**Work to complete:** Each entry in the listing below should be returned precisely as it is.

**Material to process:**
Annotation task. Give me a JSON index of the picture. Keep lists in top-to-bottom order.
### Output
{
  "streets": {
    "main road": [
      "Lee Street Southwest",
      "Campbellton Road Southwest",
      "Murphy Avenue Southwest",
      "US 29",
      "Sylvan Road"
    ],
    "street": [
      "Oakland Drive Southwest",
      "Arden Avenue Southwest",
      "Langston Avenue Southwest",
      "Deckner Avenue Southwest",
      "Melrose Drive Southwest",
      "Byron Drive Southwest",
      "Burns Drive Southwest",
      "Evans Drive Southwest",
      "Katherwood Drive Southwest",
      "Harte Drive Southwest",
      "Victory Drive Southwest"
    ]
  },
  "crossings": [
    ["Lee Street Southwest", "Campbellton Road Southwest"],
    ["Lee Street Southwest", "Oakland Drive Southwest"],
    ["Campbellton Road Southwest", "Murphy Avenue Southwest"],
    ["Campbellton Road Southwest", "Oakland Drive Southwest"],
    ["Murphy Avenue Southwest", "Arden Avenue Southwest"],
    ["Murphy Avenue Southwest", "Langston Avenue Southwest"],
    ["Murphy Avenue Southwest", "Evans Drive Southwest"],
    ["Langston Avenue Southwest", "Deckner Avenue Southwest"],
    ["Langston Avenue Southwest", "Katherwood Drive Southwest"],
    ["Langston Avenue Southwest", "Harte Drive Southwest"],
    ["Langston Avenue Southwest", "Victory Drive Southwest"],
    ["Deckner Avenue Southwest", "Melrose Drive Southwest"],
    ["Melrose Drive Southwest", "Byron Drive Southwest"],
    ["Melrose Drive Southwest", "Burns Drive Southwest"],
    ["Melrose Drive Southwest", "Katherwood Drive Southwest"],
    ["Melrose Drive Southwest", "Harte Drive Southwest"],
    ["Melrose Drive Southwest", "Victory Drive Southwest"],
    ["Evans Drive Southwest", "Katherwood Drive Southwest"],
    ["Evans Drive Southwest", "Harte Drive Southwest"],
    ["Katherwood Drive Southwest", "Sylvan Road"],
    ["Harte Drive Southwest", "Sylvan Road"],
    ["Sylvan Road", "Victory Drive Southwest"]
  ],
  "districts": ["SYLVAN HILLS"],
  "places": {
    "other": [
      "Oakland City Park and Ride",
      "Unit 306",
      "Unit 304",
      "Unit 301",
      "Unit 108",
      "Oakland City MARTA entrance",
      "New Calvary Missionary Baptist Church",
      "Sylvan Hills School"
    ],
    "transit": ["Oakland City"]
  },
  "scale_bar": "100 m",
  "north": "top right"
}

**Task result:**
Annotation task. Give me a JSON index of the picture. Keep lists in top-to-bottom order.
### Output
{
  "streets": {
    "main road": [
      "Lee Street Southwest",
      "Campbellton Road Southwest",
      "Murphy Avenue Southwest",
      "US 29",
      "Sylvan Road"
    ],
    "street": [
      "Oakland Drive Southwest",
      "Arden Avenue Southwest",
      "Langston Avenue Southwest",
      "Deckner Avenue Southwest",
      "Melrose Drive Southwest",
      "Byron Drive Southwest",
      "Burns Drive Southwest",
      "Evans Drive Southwest",
      "Katherwood Drive Southwest",
      "Harte Drive Southwest",
      "Victory Drive Southwest"
    ]
  },
  "crossings": [
    ["Lee Street Southwest", "Campbellton Road Southwest"],
    ["Lee Street Southwest", "Oakland Drive Southwest"],
    ["Campbellton Road Southwest", "Murphy Avenue Southwest"],
    ["Campbellton Road Southwest", "Oakland Drive Southwest"],
    ["Murphy Avenue Southwest", "Arden Avenue Southwest"],
    ["Murphy Avenue Southwest", "Langston Avenue Southwest"],
    ["Murphy Avenue Southwest", "Evans Drive Southwest"],
    ["Langston Avenue Southwest", "Deckner Avenue Southwest"],
    ["Langston Avenue Southwest", "Katherwood Drive Southwest"],
    ["Langston Avenue Southwest", "Harte Drive Southwest"],
    ["Langston Avenue Southwest", "Victory Drive Southwest"],
    ["Deckner Avenue Southwest", "Melrose Drive Southwest"],
    ["Melrose Drive Southwest", "Byron Drive Southwest"],
    ["Melrose Drive Southwest", "Burns Drive Southwest"],
    ["Melrose Drive Southwest", "Katherwood Drive Southwest"],
    ["Melrose Drive Southwest", "Harte Drive Southwest"],
    ["Melrose Drive Southwest", "Victory Drive Southwest"],
    ["Evans Drive Southwest", "Katherwood Drive Southwest"],
    ["Evans Drive Southwest", "Harte Drive Southwest"],
    ["Katherwood Drive Southwest", "Sylvan Road"],
    ["Harte Drive Southwest", "Sylvan Road"],
    ["Sylvan Road", "Victory Drive Southwest"]
  ],
  "districts": ["SYLVAN HILLS"],
  "places": {
    "other": [
      "Oakland City Park and Ride",
      "Unit 306",
      "Unit 304",
      "Unit 301",
      "Unit 108",
      "Oakland City MARTA entrance",
      "New Calvary Missionary Baptist Church",
      "Sylvan Hills School"
    ],
    "transit": ["Oakland City"]
  },
  "scale_bar": "100 m",
  "north": "top right"
}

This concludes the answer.